Taylor Adam, Verhoef René, Beuwer Michael, Wang Yuyang, Zijlstra Peter
Molecular Biosensing for Medical Diagnostics, Faculty of Applied Physics, and Institute of Complex Molecular Systems, Eindhoven University of Technology, PO Box 513, 5600 MB Eindhoven, The Netherlands.
J Phys Chem C Nanomater Interfaces. 2018 Feb 1;122(4):2336-2342. doi: 10.1021/acs.jpcc.7b12473. Epub 2018 Jan 3.
We demonstrate the all-optical reconstruction of gold nanoparticle geometry using super-resolution microscopy. We employ DNA-PAINT to get exquisite control over the (un)binding kinetics by the number of complementary bases and salt concentration, leading to localization accuracies of ∼5 nm. We employ a dye with an emission spectrum strongly blue-shifted from the plasmon resonance to minimize mislocalization due to plasmon-fluorophore coupling. We correlate the all-optical reconstructions with atomic force microscopy images and find that reconstructed dimensions deviate by no more than ∼10%. Numerical modeling shows that this deviation is determined by the number of events per particle, and the signal-to-background ratio in our measurement. We further find good agreement between the reconstructed orientation and aspect ratio of the particles and single-particle scattering spectroscopy. This method may provide an approach to all-optically image the geometry of single particles in confined spaces such as microfluidic circuits and biological cells, where access with electron beams or tip-based probes is prohibited.
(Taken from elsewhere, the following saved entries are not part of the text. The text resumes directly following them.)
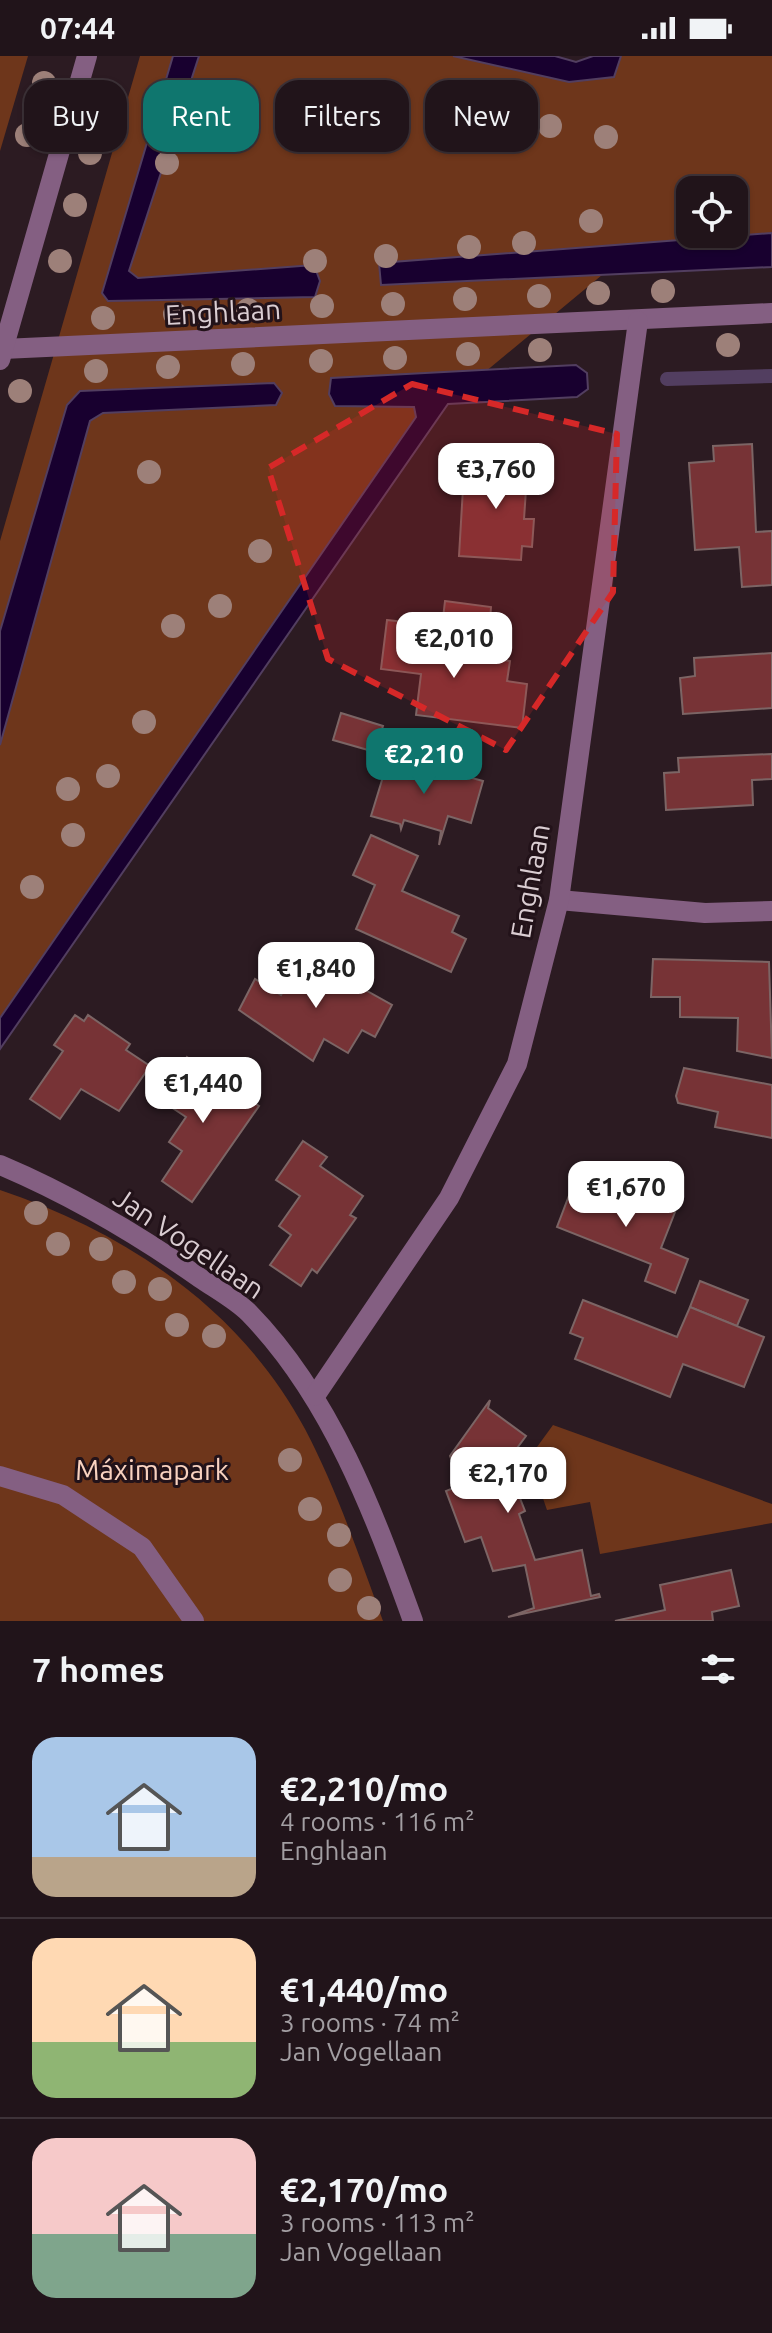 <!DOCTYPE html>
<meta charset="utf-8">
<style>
:root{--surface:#21141a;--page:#2d2127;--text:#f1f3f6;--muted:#a29ea2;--line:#3e3339;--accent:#0f766e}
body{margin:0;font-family:Ubuntu,sans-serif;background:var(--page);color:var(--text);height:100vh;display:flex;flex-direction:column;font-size:30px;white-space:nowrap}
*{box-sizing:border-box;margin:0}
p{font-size:26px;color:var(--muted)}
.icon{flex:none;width:44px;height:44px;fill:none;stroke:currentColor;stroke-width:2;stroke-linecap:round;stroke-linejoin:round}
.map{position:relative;height:1565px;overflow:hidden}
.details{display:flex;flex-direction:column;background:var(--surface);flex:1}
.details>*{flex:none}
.guide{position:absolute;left:24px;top:24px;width:724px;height:72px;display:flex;gap:16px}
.fabs{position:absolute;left:676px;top:120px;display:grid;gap:16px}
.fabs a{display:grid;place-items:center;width:72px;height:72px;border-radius:16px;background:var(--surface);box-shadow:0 2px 6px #0004,0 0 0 2px var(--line);font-size:40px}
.price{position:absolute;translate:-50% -68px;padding:0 18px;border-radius:16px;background:#fff;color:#222;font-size:26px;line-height:52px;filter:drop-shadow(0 2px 4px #0008)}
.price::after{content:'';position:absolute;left:50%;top:48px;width:24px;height:18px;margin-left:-12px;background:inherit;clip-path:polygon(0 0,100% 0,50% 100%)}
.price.on{background:var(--accent);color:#fff}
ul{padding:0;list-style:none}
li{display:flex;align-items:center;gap:24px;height:200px;padding:0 32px}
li+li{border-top:2px solid var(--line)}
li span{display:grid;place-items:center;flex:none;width:224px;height:160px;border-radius:24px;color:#555}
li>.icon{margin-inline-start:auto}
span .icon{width:96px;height:96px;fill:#fffc;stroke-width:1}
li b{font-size:34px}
h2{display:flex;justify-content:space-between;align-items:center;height:96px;padding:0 32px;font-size:34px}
.chip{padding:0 28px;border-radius:24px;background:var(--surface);box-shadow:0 2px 6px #0004,0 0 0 2px var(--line);font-size:28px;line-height:72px}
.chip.on{background:var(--accent);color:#fff}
.status{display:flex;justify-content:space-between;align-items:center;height:56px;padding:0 40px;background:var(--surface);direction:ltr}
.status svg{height:22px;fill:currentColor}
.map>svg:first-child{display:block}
</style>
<div class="status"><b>07:44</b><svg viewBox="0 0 49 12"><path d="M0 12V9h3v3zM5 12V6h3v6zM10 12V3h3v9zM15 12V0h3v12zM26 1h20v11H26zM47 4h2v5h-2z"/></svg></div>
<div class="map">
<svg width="772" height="1565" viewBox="0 0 772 1565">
<rect width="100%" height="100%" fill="#2c1b22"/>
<g fill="#6e361b" fill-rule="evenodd">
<polygon points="0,0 28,0 0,95"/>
<path d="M140,0H173L102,236L138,222L129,215L199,0H453L569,26L614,21L621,0H772V177L379,207L382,229L602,219L485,316L331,322L335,350L414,351L416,361L0,962V689L90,365L103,357L80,335L0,575V485ZM690,134H734V178H690Z"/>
<path d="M0,1134C127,1177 240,1252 305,1373C337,1434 359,1500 383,1565H0Z"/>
<polygon points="553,1369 772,1448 772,1467 600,1498 590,1446 547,1454 529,1402"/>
</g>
<g fill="#18002f" stroke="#523e60" stroke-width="2">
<polygon points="173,0 199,0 129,215 138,222 314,209 320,225 315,241 108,245 102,237"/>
<polygon points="453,0 555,0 576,6 593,0 621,0 614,21 569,26"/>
<polygon points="772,177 772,211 381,229 379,207"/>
<polygon points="576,309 587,317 588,333 577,341 448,348 0,993 0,962 416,361 414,351 335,350 329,338 331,322"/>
<polygon points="274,327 282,337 276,349 103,357 90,365 0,689 0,575 67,349 80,335"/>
</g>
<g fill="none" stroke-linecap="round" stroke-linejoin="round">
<polyline stroke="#523e60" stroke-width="14" points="667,323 772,320"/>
</g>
<g fill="#773336" stroke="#7c6565" stroke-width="2">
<polygon points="752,388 756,476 772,475 772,529 742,531 739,491 695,494 689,407 714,405 713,390"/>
<polygon points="489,401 528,404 524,463 534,463 532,491 522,490 521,504 459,500 464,415 488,416"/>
<polygon points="445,545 491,551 489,577 442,571"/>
<polygon points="387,564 431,569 429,595 510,605 507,625 527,628 522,672 416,659 421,618 381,613"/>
<polygon points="772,597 772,652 683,658 680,622 695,620 694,602"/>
<polygon points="341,657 383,670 375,696 333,684"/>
<polygon points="390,698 424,708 422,715 448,723 450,716 483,725 471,767 448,760 439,789 441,775 404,764 401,773 400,768 371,760"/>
<polygon points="772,698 772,723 752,724 753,749 666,754 664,717 679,716 678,702"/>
<polygon points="371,779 418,800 402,835 459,860 452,876 466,883 451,916 356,873 375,829 353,819"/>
<polygon points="308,902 392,949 375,981 362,974 348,997 324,983 313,1005 239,954 255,923 281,939 288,927 293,929"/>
<polygon points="653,903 769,906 772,1002 737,995 738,962 680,961 680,941 651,941"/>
<polygon points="75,959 84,965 88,959 130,988 126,994 150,1010 119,1055 81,1033 60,1063 30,1043 63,995 54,989"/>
<polygon points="187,1001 259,1050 192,1146 162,1125 182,1095 169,1086 186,1061 159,1043"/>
<polygon points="684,1012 772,1029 772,1082 715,1071 718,1056 678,1047 676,1040"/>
<polygon points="303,1085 327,1101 320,1110 363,1140 350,1159 356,1162 317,1217 312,1213 301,1230 270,1209 291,1179 279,1170 300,1140 276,1124"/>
<polygon points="591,1123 675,1156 661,1192 688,1203 675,1237 645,1225 651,1208 557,1171 570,1137 583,1142"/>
<polygon points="700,1225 748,1244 737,1270 690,1251"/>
<polygon points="583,1244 677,1281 690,1251 764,1281 744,1331 683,1308 670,1341 575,1303 583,1282 570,1277"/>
<polygon points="490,1344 488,1352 526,1380 506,1407 525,1455 519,1458 535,1504 582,1494 591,1540 599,1538 600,1541 508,1561 534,1552 525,1509 493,1515 481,1481 465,1486 446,1435 461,1429 450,1400"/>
<polygon points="731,1514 739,1550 712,1556 713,1565 615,1565 665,1554 660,1529"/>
</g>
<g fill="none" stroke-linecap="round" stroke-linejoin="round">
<g stroke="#845f82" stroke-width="20">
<polyline points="3,293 772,257"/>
<polyline points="0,304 87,0"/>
<polyline points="559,844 705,857 772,855"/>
<path d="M0,1109C71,1139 137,1178 200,1222C216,1233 236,1244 249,1257C331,1341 374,1457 413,1565"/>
<polyline points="315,1340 449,1142 517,1008 559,844 638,265"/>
<polyline points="0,1420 63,1439 142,1491 194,1565"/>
</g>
</g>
<g fill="#9d8079">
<circle cx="44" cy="27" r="12"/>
<circle cx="105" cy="43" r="12"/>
<circle cx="183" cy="61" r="12"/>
<circle cx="550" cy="70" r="12"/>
<circle cx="27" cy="79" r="12"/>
<circle cx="606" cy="81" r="12"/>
<circle cx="90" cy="97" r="12"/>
<circle cx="167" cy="107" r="12"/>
<circle cx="75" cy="149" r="12"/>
<circle cx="591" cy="165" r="12"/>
<circle cx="524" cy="187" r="12"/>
<circle cx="469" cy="191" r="12"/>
<circle cx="386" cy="200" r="12"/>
<circle cx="60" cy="205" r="12"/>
<circle cx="315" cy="205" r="12"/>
<circle cx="663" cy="235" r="12"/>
<circle cx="598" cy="237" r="12"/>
<circle cx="539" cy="240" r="12"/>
<circle cx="465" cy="243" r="12"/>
<circle cx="393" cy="248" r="12"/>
<circle cx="322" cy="250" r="12"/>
<circle cx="248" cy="254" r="12"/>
<circle cx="175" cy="258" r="12"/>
<circle cx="103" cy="262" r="12"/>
<circle cx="728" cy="289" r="12"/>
<circle cx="540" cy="294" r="12"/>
<circle cx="468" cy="298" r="12"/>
<circle cx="395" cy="302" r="12"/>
<circle cx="321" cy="305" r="12"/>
<circle cx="243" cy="308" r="12"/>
<circle cx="168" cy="311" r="12"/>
<circle cx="96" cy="315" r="12"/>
<circle cx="20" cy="335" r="12"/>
<circle cx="149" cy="416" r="12"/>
<circle cx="260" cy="495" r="12"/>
<circle cx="220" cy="550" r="12"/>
<circle cx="173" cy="570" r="12"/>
<circle cx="144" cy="666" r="12"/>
<circle cx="108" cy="720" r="12"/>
<circle cx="68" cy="733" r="12"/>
<circle cx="73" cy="779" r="12"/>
<circle cx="32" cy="831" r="12"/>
<circle cx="36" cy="1157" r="12"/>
<circle cx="58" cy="1188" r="12"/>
<circle cx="101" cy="1193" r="12"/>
<circle cx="124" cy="1226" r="12"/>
<circle cx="160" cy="1233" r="12"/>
<circle cx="177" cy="1269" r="12"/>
<circle cx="214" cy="1280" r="12"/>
<circle cx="290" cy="1404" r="12"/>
<circle cx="310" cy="1453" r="12"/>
<circle cx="339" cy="1479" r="12"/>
<circle cx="340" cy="1524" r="12"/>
<circle cx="369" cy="1552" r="12"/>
</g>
<path fill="#d62828" fill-opacity="0.2" stroke="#d62828" stroke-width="6" stroke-dasharray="16 10" stroke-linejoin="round" d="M412,328L617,378L613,536L506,694L328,603L268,412Z"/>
<g text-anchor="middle" stroke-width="6" stroke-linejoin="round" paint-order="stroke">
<g font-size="28" fill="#dacdd2" stroke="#221219">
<text transform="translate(223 256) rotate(-3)" y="10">Enghlaan</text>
<text transform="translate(530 825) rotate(-80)" y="10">Enghlaan</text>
<text transform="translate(189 1187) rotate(34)" y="10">Jan Vogellaan</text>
</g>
<g font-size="28" fill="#f9d2c0" stroke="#221219">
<text x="152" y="1424">Máximapark</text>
</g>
</g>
</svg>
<div class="fabs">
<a><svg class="icon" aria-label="locate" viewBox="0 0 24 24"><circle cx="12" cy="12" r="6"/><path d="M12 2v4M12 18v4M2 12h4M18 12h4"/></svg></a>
</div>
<b class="price" style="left:496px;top:455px">€3,760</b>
<b class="price" style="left:454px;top:624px">€2,010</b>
<b class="price on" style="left:424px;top:740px">€2,210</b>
<b class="price" style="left:316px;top:954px">€1,840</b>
<b class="price" style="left:203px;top:1069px">€1,440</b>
<b class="price" style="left:626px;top:1173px">€1,670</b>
<b class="price" style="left:508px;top:1459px">€2,170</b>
<div class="guide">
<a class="chip">Buy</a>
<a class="chip on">Rent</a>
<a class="chip">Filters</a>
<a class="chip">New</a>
</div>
</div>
<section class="details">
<h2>7 homes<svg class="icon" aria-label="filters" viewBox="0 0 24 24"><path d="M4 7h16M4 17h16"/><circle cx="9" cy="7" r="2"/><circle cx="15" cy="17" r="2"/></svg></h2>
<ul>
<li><span style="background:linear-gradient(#a9c7e8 75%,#b9a48a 0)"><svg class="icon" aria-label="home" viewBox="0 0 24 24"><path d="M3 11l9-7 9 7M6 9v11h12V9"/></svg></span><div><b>€2,210/mo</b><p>4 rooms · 116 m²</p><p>Enghlaan</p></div></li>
<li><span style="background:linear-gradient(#ffd9b3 65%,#8fb573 0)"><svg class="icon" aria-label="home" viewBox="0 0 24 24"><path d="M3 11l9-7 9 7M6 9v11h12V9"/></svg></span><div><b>€1,440/mo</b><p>3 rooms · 74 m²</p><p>Jan Vogellaan</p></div></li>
<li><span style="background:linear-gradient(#f6c9c9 60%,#7fa58c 0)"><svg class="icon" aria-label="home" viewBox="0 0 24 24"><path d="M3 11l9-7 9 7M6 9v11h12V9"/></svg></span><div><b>€2,170/mo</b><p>3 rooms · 113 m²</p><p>Jan Vogellaan</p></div></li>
</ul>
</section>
我们展示了使用超分辨率显微镜对金纳米颗粒几何形状进行全光学重建。我们采用DNA-PAINT通过互补碱基的数量和盐浓度来精确控制(非)结合动力学,从而实现约5纳米的定位精度。我们使用一种发射光谱与等离子体共振强烈蓝移的染料,以尽量减少由于等离子体-荧光团耦合导致的定位错误。我们将全光学重建与原子力显微镜图像相关联,发现重建尺寸的偏差不超过约10%。数值模拟表明,这种偏差由每个颗粒的事件数量以及我们测量中的信噪比决定。我们还发现颗粒的重建取向和纵横比与单颗粒散射光谱之间具有良好的一致性。这种方法可能提供一种全光学成像方法,用于对诸如微流控电路和生物细胞等受限空间中的单颗粒几何形状进行成像,在这些空间中电子束或基于探针的访问是被禁止的。